‘Are audiobooks cheating?’ We answered your questions about our 100 top novels list
Liese Spencer, our joint head of books, and non-fiction editor David Shariatmadari answered your questions and discussed the huge reaction to our 100 greatest novels list and our readers’ choices of the 100 best.
Read the Q&A below.
Escoppycoppy asks: What was the actual question you asked the contributors? Did you ask for “best” novels, “greatest”, “favourite”? The wording would influence the choices eg “greatest” primes people to think of big, ambitious books, ‘best’ less so. “Favourite” would be very different- more personal choices, possibly children’s books. I think “favourite” would have produced a very different final list. Might even be a good follow-up?
David: The wording said we were looking for the “best novels of all time published in English”, asking for contributors for the “top 10”. It was interesting to see how different people responded to that and I’m not sure if anyone set their own favourites entirely to one side – a completely dispassionate assessment is probably impossible and not really the point. A lot of the comments we received, which are really interesting and you can explore by clicking on the individual voters on the novel list, suggest that it was a combination of critical merit and personal significance.
Benjamin Myers, for example, said “I have chosen 10 titles that I feel have advanced what it is the novel can – and should – do, while also taking into consideration the influence each has had on my own reading enjoyment and writing career”.

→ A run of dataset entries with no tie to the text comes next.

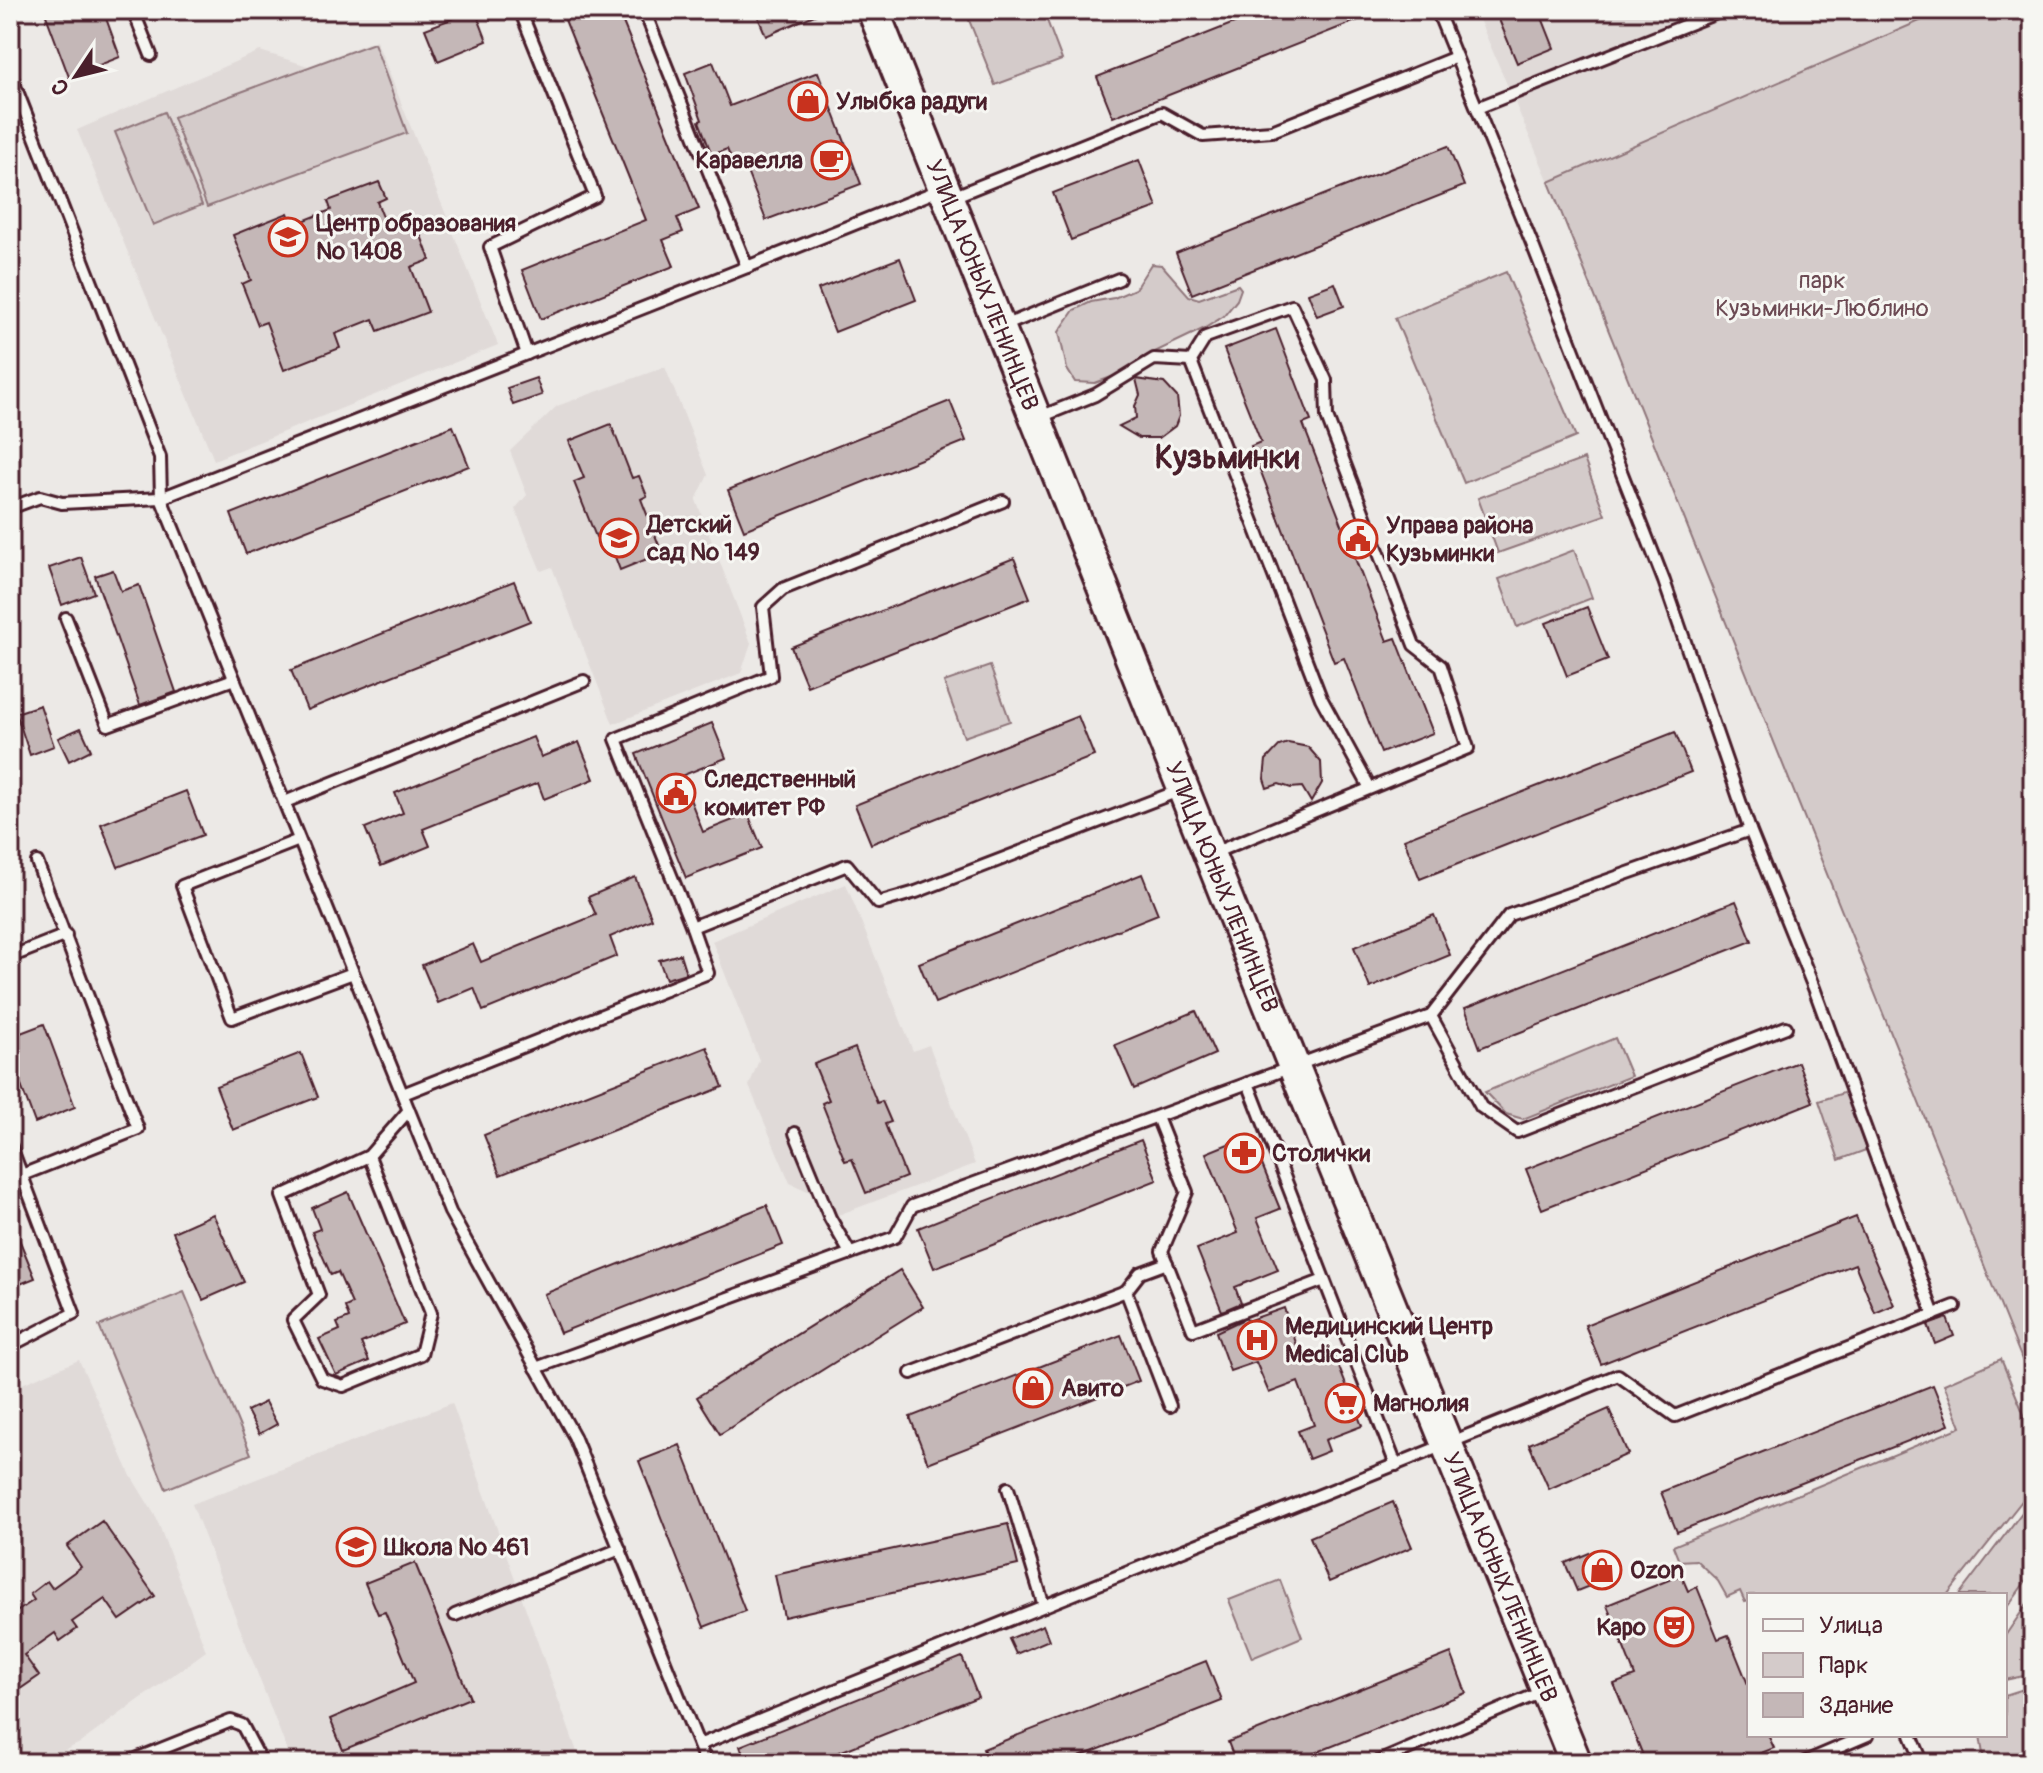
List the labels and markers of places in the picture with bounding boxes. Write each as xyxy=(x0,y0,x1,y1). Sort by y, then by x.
shop icon: Улыбка радуги xyxy=(787,80,829,122)
place label: Улыбка радуги xyxy=(836,87,987,116)
cafe icon: Каравелла xyxy=(810,139,852,181)
place label: Каравелла xyxy=(696,146,803,175)
place label: Центр образования № 1408 xyxy=(316,209,516,266)
school or university icon: Центр образования № 1408 xyxy=(267,216,309,258)
place label: Детский сад № 149 xyxy=(645,510,760,567)
place label: Управа района Кузьминки xyxy=(1386,511,1533,568)
school or university icon: Детский сад № 149 xyxy=(598,517,640,559)
public building icon: Управа района Кузьминки xyxy=(1337,518,1379,560)
place label: Следственный комитет РФ xyxy=(704,765,856,822)
public building icon: Следственный комитет РФ xyxy=(655,772,697,814)
pharmacy icon: Столички xyxy=(1223,1132,1265,1174)
place label: Столички xyxy=(1272,1139,1371,1168)
place label: Медицинский Центр Medical Club xyxy=(1285,1312,1493,1369)
hospital icon: Медицинский Центр Medical Club xyxy=(1236,1319,1278,1361)
shop icon: Авито xyxy=(1012,1367,1054,1409)
place label: Авито xyxy=(1061,1374,1124,1403)
supermarket icon: Магнолия xyxy=(1324,1382,1366,1424)
place label: Магнолия xyxy=(1373,1389,1469,1418)
school or university icon: Школа № 461 xyxy=(335,1526,377,1568)
place label: Школа № 461 xyxy=(383,1533,530,1562)
shop icon: Ozon xyxy=(1581,1549,1623,1591)
place label: Ozon xyxy=(1630,1556,1684,1585)
theatre icon: Kapo xyxy=(1653,1606,1695,1648)
place label: Kapo xyxy=(1596,1613,1646,1642)

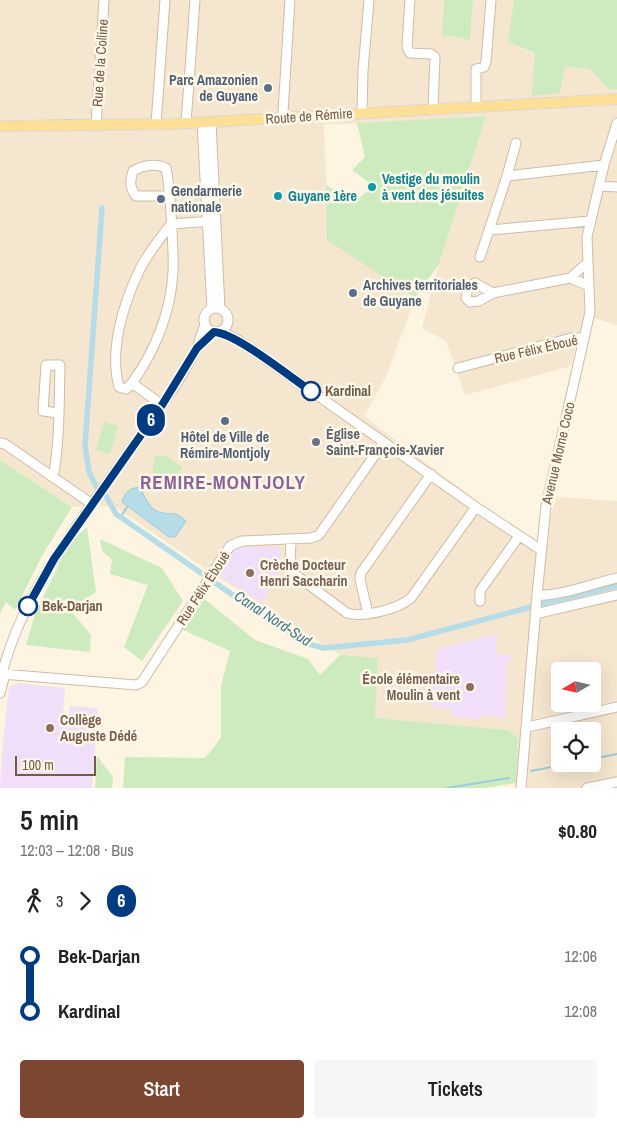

Liese: I think many voters – including this one! - chose many books that they read at an impressionable age, because those are the ones that hit the hardest (also possibly the ones that you study at school ending up staying with you). When you’re reading as a young adult novels can really be life-changing. I was struck by a comment from a reader who voted for George Orwell’s Animal Farm on our Readers’ top 100: “Reading this as a teen was my entry-level book to socialism. It opened my eyes to injustice, oppression and abuse of power. My parents always blamed my ‘communist’ English teachers for introducing me to Orwell!”